The narrative labeled broken by modern life is all about stress and the effect of stress on our health. This narrative has its roots in the 1880s when George Beard, a New York neurologist, coined the term "neurasthenia" to describe the symptoms of chronic exhaustion that were attributed to the fast-paced modern lifestyle, such as newspapers, steam-powered locomotion, and advances in science and communication through the telegraph. Then, in 1936, Harvard physiologist Walter B. Cannon gave a lecture presenting his hypothesis that when the fight-or-flight response is chronically activated in a stressful modern world, with no physical threat to fight or run from, the hyperaroused physiology can have negative effects on our health. In the 1950s, Hans Selye, professor at the University of Montreal, presented the concept of stress and a stress response. By the 1960s the Social Readjustment Rating Scale had been published. From there the author guides us through an evolving understanding of how a stressful lifestyle contributes to the onset of disease, reviewing the research on executives, type A personality, hostility and cynicism, and stress and the immune system.

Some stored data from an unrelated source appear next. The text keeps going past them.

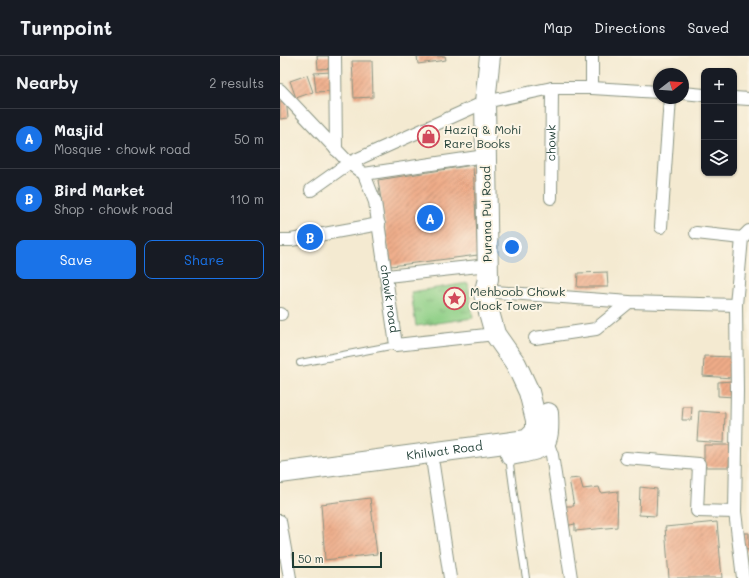 <!DOCTYPE html>
<meta charset="utf-8">
<style>
body{margin:0;font-family:Mali,sans-serif;background:#20242c;color:#f1f3f6}
.controls{position:absolute;right:12px;top:12px;display:grid;overflow:hidden;border-radius:8px;box-shadow:0 1px 3px #0004}
.controls button{width:36px;height:36px;display:grid;place-items:center;padding:0;border:0;border-bottom:1px solid #363941;background:#171b24;color:#f1f3f6;font:20px sans-serif}
.compass{position:absolute;left:373px;top:12px;width:36px;height:36px;border-radius:50%;background:#171b24;box-shadow:0 1px 3px #0004;rotate:73deg}
.scale{position:absolute;left:12px;bottom:10px;width:90px;box-sizing:border-box;padding-left:4px;border:2px solid #1f3d34;border-top:0;font-size:11px;line-height:14px;white-space:nowrap;color:#1f3d34;-webkit-text-stroke:3px #fcf5e5;paint-order:stroke}
.you{position:absolute;left:232px;top:191px;width:14px;height:14px;margin:-10px;border:3px solid #fff;border-radius:50%;background:#1a73e8;box-shadow:0 0 0 6px #1a73e833}
.badge{display:grid;place-items:center;width:26px;height:26px;border-radius:50%;background:#1a73e8;color:#fff;font-size:13px;font-weight:700}
.pin{position:absolute;translate:-50% -50%;border:2px solid #fff;box-shadow:0 1px 4px #0006}
.list{margin:0;padding:0;list-style:none}
h2{display:flex;justify-content:space-between;align-items:center;height:52px;margin:0;padding:0 16px;font-size:17px}
h2 small{font-size:13px;font-weight:400;color:#9ea1a6}
.list li{display:grid;grid-template-columns:26px 1fr auto;gap:12px;align-items:center;box-sizing:border-box;height:60px;padding:0 16px;border-top:1px solid #363941}
.list b{display:block;font-size:15px;white-space:nowrap}
.list p{margin:0;font-size:13px;white-space:nowrap;color:#9ea1a6}
.list em{font-size:13px;font-style:normal;color:#9ea1a6}
.actions{display:flex;gap:8px;padding:12px 16px}
.actions a{flex:1;padding:9px 0;border:1px solid #1a73e8;border-radius:8px;text-align:center;font-size:14px;color:#1a73e8}
.actions .main{background:#1a73e8;color:#fff}
.icon{flex:none;width:22px;height:22px;fill:none;stroke:currentColor;stroke-width:2;stroke-linecap:round;stroke-linejoin:round}
.map{position:relative;flex:none;width:469px;height:522px;overflow:hidden}
header{display:flex;align-items:center;gap:24px;box-sizing:border-box;height:56px;padding:0 20px;background:#171b24;border-bottom:1px solid #363941}
header strong{font-size:19px}
nav{display:flex;gap:22px;margin-inline-start:auto;font-size:14px}
main{display:flex}
aside{flex:1;background:#171b24}
.map>svg:first-child{display:block}
.grass{fill:url(#grass-tufts);stroke:#56865d}
.building{fill:url(#building-hatch)}
.lines{fill:none;stroke-linecap:round;stroke-linejoin:round}
.lane-casing{stroke:#8a9482;stroke-width:8}
.street-casing{stroke:#8a9482;stroke-width:14}
.primary-casing{stroke:#8a9482;stroke-width:22}
.lane{stroke:#fff;stroke-width:6}
.street{stroke:#fff;stroke-width:12}
.primary{stroke:#fff;stroke-width:20}
.labels{text-anchor:middle;stroke-width:4;stroke-linejoin:round;paint-order:stroke}
.poi-label{font-size:12px;fill:#1f3d34;stroke:#fcf5e5;text-anchor:start}
.street-label{font-size:12px;fill:#1f3d34;stroke:#fcf5e5}
</style>
<header>
<strong>Turnpoint</strong>
<nav><a>Map</a><a>Directions</a><a>Saved</a></nav>
</header>
<main>
<aside>
<h2>Nearby<small>2 results</small></h2>
<ul class="list">
<li><span class="badge">A</span><div><b>Masjid</b><p>Mosque · chowk road</p></div><em>50 m</em></li>
<li><span class="badge">B</span><div><b>Bird Market</b><p>Shop · chowk road</p></div><em>110 m</em></li>
</ul>
<div class="actions"><a class="main">Save</a><a>Share</a></div>
</aside>
<div class="map">
<svg width="469" height="522" viewBox="0 0 469 522">
<defs>
<pattern id="grass-tufts" width="24" height="20" patternUnits="userSpaceOnUse"><rect width="24" height="20" fill="#8ecf86"/><path d="M3 7l-1-3M5 7V3M7 7l1-3M15 17l-1-3M17 17v-4M19 17l1-3" fill="none" stroke="#73a96e"/></pattern>
<pattern id="building-hatch" width="6" height="6" patternUnits="userSpaceOnUse"><rect width="6" height="6" fill="#eeab88"/><path d="M-1 1l2-2M0 6l6-6M5 7l2-2" fill="none" stroke="#c08c70"/></pattern>
</defs>
<rect width="100%" height="100%" fill="#fcf5e5"/>
<filter id="ink" filterUnits="userSpaceOnUse"><feTurbulence type="fractalNoise" baseFrequency=".025" numOctaves="2"/><feDisplacementMap in="SourceGraphic" scale="8" xChannelSelector="R" yChannelSelector="G"/><feConvolveMatrix kernelMatrix="1 2 1 2 8 2 1 2 1" color-interpolation-filters="sRGB"/></filter>
<filter id="wash" filterUnits="userSpaceOnUse"><feTurbulence type="fractalNoise" baseFrequency=".012" numOctaves="4" result="noise"/><feDisplacementMap in="SourceGraphic" scale="16" xChannelSelector="R" yChannelSelector="G"/><feGaussianBlur stdDeviation="0.9" result="paint"/><feColorMatrix in="noise" values="0 0 0 0 0 0 0 0 0 0 0 0 0 0 0 0 0 1.4 0 .05"/><feComposite in="paint" operator="in"/></filter>
<g filter="url(#wash)">
<rect width="100%" height="100%" fill="#f4ead1"/>
<path class="grass" d="M 188,227 L 193,262 L 136,270 L 131,236 Z"/>
<g id="blocks">
<g class="building">
<path d="M 37,0 L 52,0 L 53,12 L 38,13 Z"/>
<path d="M 137,0 L 165,0 L 166,4 L 138,8 Z"/>
<path d="M 72,5 L 92,5 L 93,41 L 74,42 Z"/>
<path d="M 51,16 L 52,35 L 36,36 L 34,17 Z"/>
<path d="M 27,19 L 33,36 L 16,42 L 10,25 Z"/>
<path d="M 6,43 L 8,62 L 0,63 L 0,44 Z"/>
<path d="M 193,109 L 198,199 L 111,210 L 98,124 Z"/>
<path d="M 327,216 L 328,231 L 297,231 L 298,217 Z"/>
<path d="M 424,300 L 454,301 L 452,322 L 423,320 Z"/>
<path d="M 453,325 L 454,341 L 438,340 L 438,326 Z"/>
<path d="M 403,351 L 412,351 L 411,364 L 402,364 Z"/>
<path d="M 419,355 L 445,357 L 444,387 L 417,385 Z"/>
<path d="M 424,389 L 450,389 L 449,411 L 424,411 Z"/>
<path d="M 300,422 L 303,433 L 319,431 L 321,437 L 338,435 L 337,471 L 295,475 L 295,468 L 285,470 L 283,450 L 294,450 L 289,423 Z"/>
<path d="M 360,431 L 377,433 L 376,460 L 359,459 Z"/>
<path d="M 90,442 L 97,498 L 45,504 L 41,448 Z"/>
<path d="M 437,466 L 442,522 L 389,522 L 385,471 Z"/>
<path d="M 464,477 L 469,477 L 469,494 L 463,493 Z"/>
</g>
</g>
</g>
<g filter="url(#ink)">
<use href="#blocks" fill-opacity="0" stroke="#8a9482" stroke-width="1"/>
<g class="lines">
<defs>
<g id="lane">
<path d="M 20,307 L 116,289"/>
<path d="M 229,401 L 241,491 L 246,522"/>
</g>
<g id="street">
<path d="M 55,0 L 56,94"/>
<path d="M 312,0 L 312,32"/>
<path d="M 0,34 L 69,107 L 205,46 L 272,32 L 312,32 L 379,36"/>
<path d="M 403,37 L 424,39"/>
<path d="M 454,42 L 469,43"/>
<path d="M 84,118 L 205,100"/>
<path id="s1" d="M 31,134 L 69,107 L 84,118 L 95,146 L 116,289 L 215,278"/>
<path id="s2" d="M 271,142 L 272,32"/>
<path d="M 381,171 L 390,42"/>
<path d="M 416,177 L 462,182"/>
<path d="M 0,184 L 11,184 L 99,168"/>
<path d="M 107,220 L 208,209"/>
<path d="M 204,238 L 215,236 L 349,246 L 456,249"/>
<path d="M 0,258 L 1,258"/>
<path d="M 255,282 L 316,273 L 349,246"/>
<path d="M 267,385 L 272,399 L 291,522"/>
<path d="M 346,402 L 419,408 L 417,455 L 455,456"/>
<path d="M 153,409 L 170,522"/>
<path d="M 0,465 L 10,522"/>
<path d="M 463,522 L 455,456 L 457,335 L 456,249 L 462,182 L 469,175"/>
</g>
<g id="primary">
<path d="M 231,399 C 264,392 270,394 268,357"/>
<path id="s3" d="M 0,417 L 247,384 L 256,375 L 256,364 L 249,336 L 236,308 L 215,278 L 204,238 L 208,223 L 205,46 L 210,0"/>
</g>
</defs>
<use href="#lane" class="lane-casing"/>
<use href="#street" class="street-casing"/>
<use href="#primary" class="primary-casing"/>
<use href="#lane" class="lane"/>
<use href="#street" class="street"/>
<use href="#primary" class="primary"/>
</g>
</g>
<defs>
<symbol id="shop-ring" viewBox="-11 -11 22 22"><circle r="9.5" fill="#fcf5e5" stroke="#d1495b" stroke-width="1.5"/><path d="M-5-2.5h2.3a2.7 3.5 0 0 1 5.4 0H5L5.5 6h-11ZM-1.5-2.5h3a1.5 2.3 0 0 0-3 0Z" fill="#d1495b"/></symbol>
<symbol id="sight-ring" viewBox="-11 -11 22 22"><circle r="9.5" fill="#fcf5e5" stroke="#d1495b" stroke-width="1.5"/><path d="M0-6L1.8-2.2L6-1.7L2.9 1.2L3.7 5.4L0 3.3L-3.7 5.4L-2.9 1.2L-6-1.7L-1.8-2.2Z" fill="#d1495b"/></symbol>
</defs>
<g fill-rule="evenodd">
<use href="#shop-ring" x="136" y="68" width="25" height="25"/>
<use href="#sight-ring" x="162" y="230" width="25" height="25"/>
</g>
<g class="labels">
<g class="poi-label">
<text x="164" y="78">Haziq &amp; Mohi<tspan x="164" dy="14">Rare Books</tspan></text>
<text x="190" y="240">Mehboob Chowk<tspan x="190" dy="14">Clock Tower</tspan></text>
</g>
<g class="street-label">
<text dy="4" stroke="none"><textPath href="#s2" startOffset="55">chowk</textPath></text>
<text transform="translate(207 158) rotate(-91)" y="4">Purana Pul Road</text>
<text dy="4" stroke="none"><textPath href="#s1" startOffset="193">chowk road</textPath></text>
<text dy="4" stroke="none"><textPath href="#s3" startOffset="166">Khilwat Road</textPath></text>
</g>
</g>
</svg>
<div class="controls">
<button>+</button>
<button>−</button>
<button><svg class="icon" aria-label="layers" viewBox="0 0 24 24"><path d="M12 4l9 5-9 5-9-5zM3 14l9 5 9-5"/></svg></button>
</div>
<svg class="compass" viewBox="-18 -18 36 36"><path d="M0-13l5 13h-10z" fill="#e53935"/><path d="M0 13l5-13h-10z" fill="#9ea1a6"/></svg>
<div class="scale">50 m</div>
<div class="you"></div>
<div class="pin badge" style="left:150px;top:162px">A</div>
<div class="pin badge" style="left:30px;top:181px">B</div>
</div>
</main>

The healing ties narrative explores the role of social support, community membership, and intimacy as factors that promote good health. In this narrative the author reviews the research demonstrating the benefits of social support for decreasing the incidence of coronary heart disease and all-cause mortality, the impact of caregiver styles on child development, and the well-publicized research of Stanford psychiatrist David Spiegel, who studied the effect on life expectancy of a weekly support group for women with metastatic breast cancer.

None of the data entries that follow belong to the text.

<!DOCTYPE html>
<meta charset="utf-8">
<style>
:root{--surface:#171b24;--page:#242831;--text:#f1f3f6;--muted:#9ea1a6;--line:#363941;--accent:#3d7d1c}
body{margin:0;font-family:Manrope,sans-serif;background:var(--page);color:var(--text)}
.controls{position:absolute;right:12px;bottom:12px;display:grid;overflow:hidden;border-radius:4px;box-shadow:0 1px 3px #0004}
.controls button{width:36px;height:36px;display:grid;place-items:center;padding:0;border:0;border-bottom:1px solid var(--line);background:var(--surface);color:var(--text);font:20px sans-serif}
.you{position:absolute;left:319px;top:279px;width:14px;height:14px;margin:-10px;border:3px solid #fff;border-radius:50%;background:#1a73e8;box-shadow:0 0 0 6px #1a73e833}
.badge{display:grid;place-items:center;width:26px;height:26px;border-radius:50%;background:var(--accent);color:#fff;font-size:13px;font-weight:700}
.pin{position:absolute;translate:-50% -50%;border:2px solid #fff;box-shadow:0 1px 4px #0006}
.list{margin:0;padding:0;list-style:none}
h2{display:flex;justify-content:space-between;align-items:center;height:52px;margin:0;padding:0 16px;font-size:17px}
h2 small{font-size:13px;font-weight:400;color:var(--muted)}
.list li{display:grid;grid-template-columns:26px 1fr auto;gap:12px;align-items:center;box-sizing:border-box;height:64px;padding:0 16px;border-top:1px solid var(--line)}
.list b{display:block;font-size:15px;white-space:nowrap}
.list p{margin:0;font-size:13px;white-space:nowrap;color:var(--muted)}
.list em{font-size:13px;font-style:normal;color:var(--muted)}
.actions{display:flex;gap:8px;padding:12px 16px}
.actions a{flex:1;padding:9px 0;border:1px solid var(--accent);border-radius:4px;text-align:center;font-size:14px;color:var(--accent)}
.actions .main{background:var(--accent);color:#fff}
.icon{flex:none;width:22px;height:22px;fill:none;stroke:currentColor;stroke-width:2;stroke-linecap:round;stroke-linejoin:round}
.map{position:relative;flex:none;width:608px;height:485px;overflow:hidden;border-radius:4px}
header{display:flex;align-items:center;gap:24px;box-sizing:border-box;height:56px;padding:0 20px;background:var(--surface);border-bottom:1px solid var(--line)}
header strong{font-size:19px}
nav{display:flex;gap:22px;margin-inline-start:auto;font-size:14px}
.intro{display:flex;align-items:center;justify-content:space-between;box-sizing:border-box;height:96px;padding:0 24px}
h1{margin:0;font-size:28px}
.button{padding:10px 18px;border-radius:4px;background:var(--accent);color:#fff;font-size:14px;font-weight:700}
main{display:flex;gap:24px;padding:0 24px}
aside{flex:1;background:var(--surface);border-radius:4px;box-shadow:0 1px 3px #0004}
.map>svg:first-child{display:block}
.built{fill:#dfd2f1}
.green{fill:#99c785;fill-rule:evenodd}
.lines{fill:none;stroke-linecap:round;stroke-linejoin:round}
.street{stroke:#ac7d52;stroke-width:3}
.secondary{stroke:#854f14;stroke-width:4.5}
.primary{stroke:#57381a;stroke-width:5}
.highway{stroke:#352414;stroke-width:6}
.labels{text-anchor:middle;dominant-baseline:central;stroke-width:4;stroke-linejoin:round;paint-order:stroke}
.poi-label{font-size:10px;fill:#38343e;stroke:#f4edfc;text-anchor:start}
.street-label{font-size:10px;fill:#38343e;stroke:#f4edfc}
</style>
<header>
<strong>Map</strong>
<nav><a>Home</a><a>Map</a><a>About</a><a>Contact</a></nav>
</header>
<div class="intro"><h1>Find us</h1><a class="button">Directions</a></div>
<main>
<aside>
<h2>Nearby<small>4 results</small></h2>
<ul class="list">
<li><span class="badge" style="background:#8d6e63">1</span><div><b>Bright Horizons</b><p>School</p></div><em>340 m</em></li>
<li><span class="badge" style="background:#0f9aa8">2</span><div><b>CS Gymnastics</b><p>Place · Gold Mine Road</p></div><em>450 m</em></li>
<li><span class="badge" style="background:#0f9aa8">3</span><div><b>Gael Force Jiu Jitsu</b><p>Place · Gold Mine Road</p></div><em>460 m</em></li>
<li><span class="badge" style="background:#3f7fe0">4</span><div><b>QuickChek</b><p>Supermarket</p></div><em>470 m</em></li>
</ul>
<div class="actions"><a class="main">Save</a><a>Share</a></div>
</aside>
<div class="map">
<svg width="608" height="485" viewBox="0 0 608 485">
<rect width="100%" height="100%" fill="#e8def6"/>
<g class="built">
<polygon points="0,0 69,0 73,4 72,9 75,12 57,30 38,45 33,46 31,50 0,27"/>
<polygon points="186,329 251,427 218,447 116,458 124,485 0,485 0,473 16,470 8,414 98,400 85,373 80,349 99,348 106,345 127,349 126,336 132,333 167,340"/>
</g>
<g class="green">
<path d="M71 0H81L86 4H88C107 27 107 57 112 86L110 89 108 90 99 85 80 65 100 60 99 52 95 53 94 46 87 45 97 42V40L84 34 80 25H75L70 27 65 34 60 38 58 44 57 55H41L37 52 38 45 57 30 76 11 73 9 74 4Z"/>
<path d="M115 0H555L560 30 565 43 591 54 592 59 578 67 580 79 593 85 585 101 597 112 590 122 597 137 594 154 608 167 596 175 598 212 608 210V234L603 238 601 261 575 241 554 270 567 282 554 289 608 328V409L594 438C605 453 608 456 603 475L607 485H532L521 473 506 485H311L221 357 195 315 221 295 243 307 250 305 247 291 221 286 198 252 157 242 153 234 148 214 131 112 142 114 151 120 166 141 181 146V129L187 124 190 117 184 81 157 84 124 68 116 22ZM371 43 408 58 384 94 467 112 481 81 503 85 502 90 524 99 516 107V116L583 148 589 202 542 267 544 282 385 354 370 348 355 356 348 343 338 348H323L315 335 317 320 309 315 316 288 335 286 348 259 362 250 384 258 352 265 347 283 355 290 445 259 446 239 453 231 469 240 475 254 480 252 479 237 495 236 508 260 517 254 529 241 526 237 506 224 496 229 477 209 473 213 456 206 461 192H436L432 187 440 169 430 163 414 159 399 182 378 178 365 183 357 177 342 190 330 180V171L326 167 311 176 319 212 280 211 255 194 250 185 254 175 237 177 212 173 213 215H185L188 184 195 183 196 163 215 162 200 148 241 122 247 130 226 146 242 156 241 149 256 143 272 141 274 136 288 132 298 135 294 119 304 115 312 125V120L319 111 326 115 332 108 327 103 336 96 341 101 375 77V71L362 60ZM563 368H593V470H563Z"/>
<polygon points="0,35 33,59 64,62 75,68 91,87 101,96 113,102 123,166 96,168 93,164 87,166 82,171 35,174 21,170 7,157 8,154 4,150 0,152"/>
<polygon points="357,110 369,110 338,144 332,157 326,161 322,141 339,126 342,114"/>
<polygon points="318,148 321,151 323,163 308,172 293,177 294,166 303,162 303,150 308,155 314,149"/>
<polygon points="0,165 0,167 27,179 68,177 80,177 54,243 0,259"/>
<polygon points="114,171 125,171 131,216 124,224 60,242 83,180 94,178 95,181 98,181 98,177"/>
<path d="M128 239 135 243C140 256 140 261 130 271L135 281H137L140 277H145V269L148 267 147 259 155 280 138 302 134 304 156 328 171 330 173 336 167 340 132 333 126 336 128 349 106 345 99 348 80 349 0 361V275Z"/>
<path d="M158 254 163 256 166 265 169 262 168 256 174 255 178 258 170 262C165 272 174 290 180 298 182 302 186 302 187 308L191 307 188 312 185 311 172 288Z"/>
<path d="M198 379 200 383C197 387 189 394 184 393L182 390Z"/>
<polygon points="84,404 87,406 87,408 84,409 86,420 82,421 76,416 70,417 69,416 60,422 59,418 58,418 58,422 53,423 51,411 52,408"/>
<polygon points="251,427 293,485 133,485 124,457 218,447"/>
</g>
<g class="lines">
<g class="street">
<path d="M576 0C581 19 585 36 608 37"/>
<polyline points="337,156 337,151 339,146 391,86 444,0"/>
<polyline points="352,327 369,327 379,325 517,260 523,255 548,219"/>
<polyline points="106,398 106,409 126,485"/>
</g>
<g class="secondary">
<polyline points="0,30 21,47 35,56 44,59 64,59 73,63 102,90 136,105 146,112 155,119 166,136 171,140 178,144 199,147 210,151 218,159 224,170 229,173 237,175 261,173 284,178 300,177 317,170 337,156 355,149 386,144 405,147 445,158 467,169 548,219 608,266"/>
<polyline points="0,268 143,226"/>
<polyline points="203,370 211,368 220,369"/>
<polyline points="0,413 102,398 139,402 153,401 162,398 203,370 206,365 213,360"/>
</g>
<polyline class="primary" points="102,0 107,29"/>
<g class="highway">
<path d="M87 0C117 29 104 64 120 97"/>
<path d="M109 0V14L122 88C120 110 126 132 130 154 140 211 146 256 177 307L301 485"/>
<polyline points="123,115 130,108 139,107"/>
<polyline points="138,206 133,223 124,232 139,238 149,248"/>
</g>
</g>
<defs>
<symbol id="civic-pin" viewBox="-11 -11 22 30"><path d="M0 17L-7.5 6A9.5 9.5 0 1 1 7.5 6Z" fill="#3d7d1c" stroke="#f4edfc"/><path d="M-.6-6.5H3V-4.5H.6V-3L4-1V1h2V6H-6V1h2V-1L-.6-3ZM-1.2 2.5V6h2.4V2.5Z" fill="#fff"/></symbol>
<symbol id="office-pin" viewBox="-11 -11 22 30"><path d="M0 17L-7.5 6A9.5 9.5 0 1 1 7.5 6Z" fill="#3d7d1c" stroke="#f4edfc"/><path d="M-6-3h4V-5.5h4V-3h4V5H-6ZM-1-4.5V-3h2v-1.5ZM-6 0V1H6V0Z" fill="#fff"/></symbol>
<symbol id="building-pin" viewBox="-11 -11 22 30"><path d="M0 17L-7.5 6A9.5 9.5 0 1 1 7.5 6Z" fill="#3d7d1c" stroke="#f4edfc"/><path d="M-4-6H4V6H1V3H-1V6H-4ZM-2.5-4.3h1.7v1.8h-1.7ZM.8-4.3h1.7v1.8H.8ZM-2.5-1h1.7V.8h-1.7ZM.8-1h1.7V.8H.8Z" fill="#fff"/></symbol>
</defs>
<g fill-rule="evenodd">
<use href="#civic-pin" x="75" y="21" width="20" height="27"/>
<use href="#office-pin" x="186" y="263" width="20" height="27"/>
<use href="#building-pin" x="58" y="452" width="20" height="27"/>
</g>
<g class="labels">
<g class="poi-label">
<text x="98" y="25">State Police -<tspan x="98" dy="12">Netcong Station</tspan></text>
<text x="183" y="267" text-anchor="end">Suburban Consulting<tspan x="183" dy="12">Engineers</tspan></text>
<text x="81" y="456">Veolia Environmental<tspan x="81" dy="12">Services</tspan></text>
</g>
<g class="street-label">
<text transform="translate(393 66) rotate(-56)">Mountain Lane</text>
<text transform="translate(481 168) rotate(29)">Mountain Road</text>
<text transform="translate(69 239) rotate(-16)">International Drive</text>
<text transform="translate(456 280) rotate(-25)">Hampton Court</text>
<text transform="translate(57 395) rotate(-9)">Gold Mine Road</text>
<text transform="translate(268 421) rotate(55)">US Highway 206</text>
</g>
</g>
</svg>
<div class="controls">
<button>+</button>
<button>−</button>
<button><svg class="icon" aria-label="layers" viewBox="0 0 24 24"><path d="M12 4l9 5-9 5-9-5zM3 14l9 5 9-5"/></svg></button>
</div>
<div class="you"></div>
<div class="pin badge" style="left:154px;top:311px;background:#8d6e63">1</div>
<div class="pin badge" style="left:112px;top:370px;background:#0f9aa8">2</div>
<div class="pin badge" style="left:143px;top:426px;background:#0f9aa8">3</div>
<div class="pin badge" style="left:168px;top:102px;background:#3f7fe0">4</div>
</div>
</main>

The final narrative, Eastward journeys, reviews the complex theme of individuals searching for a healing practice or philosophical belief system outside of their own cultural experiences to complement, or in some cases replace, the conventional models that they perceive as limiting and incomplete. In this narrative the individual seeks to draw upon some source of ancient wisdom or nonconventional treatment modality to attain a degree of physical, psychological, and spiritual health beyond what he or she believes to be possible from the established health system. This section explores the invasion of Western medicine by yoga, meditation, Eastern mysticism, chi, and qigong. This narrative ends with a review of the pioneering work by Richard Davidson at the University of Wisconsin, who has studied the EEG activity of the brains of persons advanced in meditation. His results have created a great deal of excitement in the neurological arena.

What I enjoyed most was Harrington's concluding chapter, where after presenting all of the facts and mapping out her six narratives, she shares her own perspectives on mind-body medicine and the cure within.

Dr. Miller is medical director of the Center for Health and Well-Being, Exeter, New Hampshire.